■ **EXERCISE**
Give the entries below again exactly. Their pictures are not needed.

■ **DATA RECORDS**
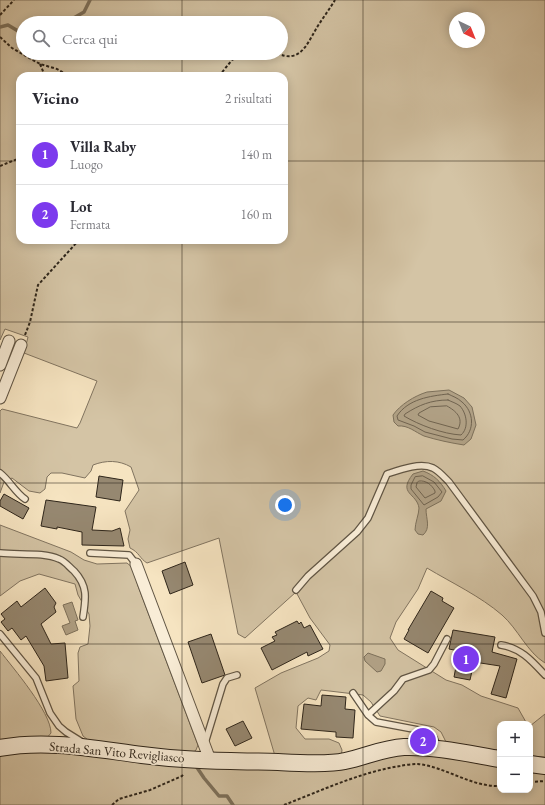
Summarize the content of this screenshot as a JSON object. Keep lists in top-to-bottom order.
{
  "streets": {
    "street": ["Strada San Vito Revigliasco"]
  },
  "north": "bottom right",
  "page": {
    "search": "Cerca qui",
    "heading": ["Vicino", "2 risultati"],
    "list": [
      {
        "mark": "1",
        "name": "Villa Raby",
        "note": "Luogo",
        "value": "140 m"
      },
      {
        "mark": "2",
        "name": "Lot",
        "note": "Fermata",
        "value": "160 m"
      }
    ],
    "pins": ["1", "2"],
    "map_buttons": ["+", "−"]
  }
}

■ **SOLUTION BELOW**
Summarize the content of this screenshot as a JSON object. Keep lists in top-to-bottom order.
{
  "streets": {
    "street": ["Strada San Vito Revigliasco"]
  },
  "north": "bottom right",
  "page": {
    "search": "Cerca qui",
    "heading": ["Vicino", "2 risultati"],
    "list": [
      {
        "mark": "1",
        "name": "Villa Raby",
        "note": "Luogo",
        "value": "140 m"
      },
      {
        "mark": "2",
        "name": "Lot",
        "note": "Fermata",
        "value": "160 m"
      }
    ],
    "pins": ["1", "2"],
    "map_buttons": ["+", "−"]
  }
}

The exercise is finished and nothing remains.